The new warehouse doesn’t have a retail space, but customers can make orders online and then pick them up at the warehouse the next day.

Bevill likens the model to the new trends of ordering groceries online, then picking them up at the store. It’s a trend that has become popular in the area in recent months. She said it also benefits customers in the area because the product will be extra fresh. They will mill the spice to order and then pick it up the very next day instead of sitting in a postal box for a couple of days.

She said customers on the West Coast do face an extra day of shipping now that the warehouse is located in the Flathead Valley instead of Washington, but she tells them it was a quality-of-life move and they always understand. She takes pride in being a family-owned business, and her family wanted to live in Montana.

“We don’t want to get into Costco, we want to go riding in the Bob,” Bevill said, referring to the Bob Marshall Wilderness Area.

To encourage the Montana market, they are working on a new Rocky Mountain seasoning blend that will feature juniper. She anticipates it will be on shelves by Christmas.
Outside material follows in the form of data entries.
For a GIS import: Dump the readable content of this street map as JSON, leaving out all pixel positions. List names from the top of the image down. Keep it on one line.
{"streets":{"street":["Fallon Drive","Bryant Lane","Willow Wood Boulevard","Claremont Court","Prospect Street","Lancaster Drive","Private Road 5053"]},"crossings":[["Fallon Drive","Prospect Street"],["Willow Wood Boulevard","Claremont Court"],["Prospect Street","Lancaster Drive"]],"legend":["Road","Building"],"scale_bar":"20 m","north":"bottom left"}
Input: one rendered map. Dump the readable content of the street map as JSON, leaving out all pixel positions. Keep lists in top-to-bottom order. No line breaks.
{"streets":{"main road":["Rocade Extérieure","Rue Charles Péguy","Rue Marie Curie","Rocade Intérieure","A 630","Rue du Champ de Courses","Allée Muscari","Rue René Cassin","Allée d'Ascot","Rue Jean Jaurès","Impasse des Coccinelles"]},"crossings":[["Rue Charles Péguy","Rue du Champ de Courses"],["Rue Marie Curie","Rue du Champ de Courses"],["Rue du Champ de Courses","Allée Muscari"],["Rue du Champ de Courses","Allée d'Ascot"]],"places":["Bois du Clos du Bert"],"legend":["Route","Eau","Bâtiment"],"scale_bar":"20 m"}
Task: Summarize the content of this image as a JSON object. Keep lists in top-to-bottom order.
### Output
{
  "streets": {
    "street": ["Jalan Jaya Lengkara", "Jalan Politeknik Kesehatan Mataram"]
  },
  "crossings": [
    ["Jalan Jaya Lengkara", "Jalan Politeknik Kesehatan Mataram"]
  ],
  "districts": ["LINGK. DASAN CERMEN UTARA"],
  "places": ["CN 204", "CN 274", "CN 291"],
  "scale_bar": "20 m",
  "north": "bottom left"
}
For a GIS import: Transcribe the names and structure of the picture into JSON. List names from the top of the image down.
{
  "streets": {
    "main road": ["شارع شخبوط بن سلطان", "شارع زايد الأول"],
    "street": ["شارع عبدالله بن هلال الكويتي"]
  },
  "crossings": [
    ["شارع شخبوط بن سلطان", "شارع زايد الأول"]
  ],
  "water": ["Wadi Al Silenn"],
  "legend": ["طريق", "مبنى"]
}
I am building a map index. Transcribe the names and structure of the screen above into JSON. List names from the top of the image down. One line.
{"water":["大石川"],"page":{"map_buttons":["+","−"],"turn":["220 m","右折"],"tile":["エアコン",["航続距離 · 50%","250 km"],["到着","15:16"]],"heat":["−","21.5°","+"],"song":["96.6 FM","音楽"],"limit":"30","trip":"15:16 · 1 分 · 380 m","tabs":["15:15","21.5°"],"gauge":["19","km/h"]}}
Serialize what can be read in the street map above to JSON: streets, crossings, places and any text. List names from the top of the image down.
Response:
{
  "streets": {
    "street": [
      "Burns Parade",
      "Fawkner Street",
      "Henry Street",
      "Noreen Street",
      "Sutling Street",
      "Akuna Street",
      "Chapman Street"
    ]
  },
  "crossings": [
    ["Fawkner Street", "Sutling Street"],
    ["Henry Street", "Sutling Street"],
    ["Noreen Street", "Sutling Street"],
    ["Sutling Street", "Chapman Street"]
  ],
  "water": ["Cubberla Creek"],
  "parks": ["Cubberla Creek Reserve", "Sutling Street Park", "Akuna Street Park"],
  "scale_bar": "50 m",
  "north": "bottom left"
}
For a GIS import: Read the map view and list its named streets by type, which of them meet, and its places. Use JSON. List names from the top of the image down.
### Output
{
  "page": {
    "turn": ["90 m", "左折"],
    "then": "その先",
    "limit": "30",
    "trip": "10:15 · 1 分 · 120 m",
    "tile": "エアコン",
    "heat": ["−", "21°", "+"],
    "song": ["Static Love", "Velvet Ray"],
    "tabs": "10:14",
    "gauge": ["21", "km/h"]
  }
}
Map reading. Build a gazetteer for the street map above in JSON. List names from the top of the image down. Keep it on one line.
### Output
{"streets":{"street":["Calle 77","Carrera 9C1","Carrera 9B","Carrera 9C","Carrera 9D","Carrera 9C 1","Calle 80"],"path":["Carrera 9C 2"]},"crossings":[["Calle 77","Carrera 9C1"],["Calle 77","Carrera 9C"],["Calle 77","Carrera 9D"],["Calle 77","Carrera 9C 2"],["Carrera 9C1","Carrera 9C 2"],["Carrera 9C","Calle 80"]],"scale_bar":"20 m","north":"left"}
Bevill is also the co-author of a cookbook that aims to help customers use the spices on their shelf and other unique ones they can buy from her store. She tries to make herself available for questions from customers, too.

Bevill is hosting a grand opening for the new World Spice Merchants facility from 3 to 6 p.m. on Aug. 24 at 62 Arcadia Way. It will feature catered food from Desoto Grill that uses World Spice Merchants spices and a special beer from Bonsai Brewing Project.

Online orders can be made on the company’s website, www.worldspice.com, and picked up at the warehouse from Monday through Friday from 9 a.m. to 5 p.m. for no charge or mailed.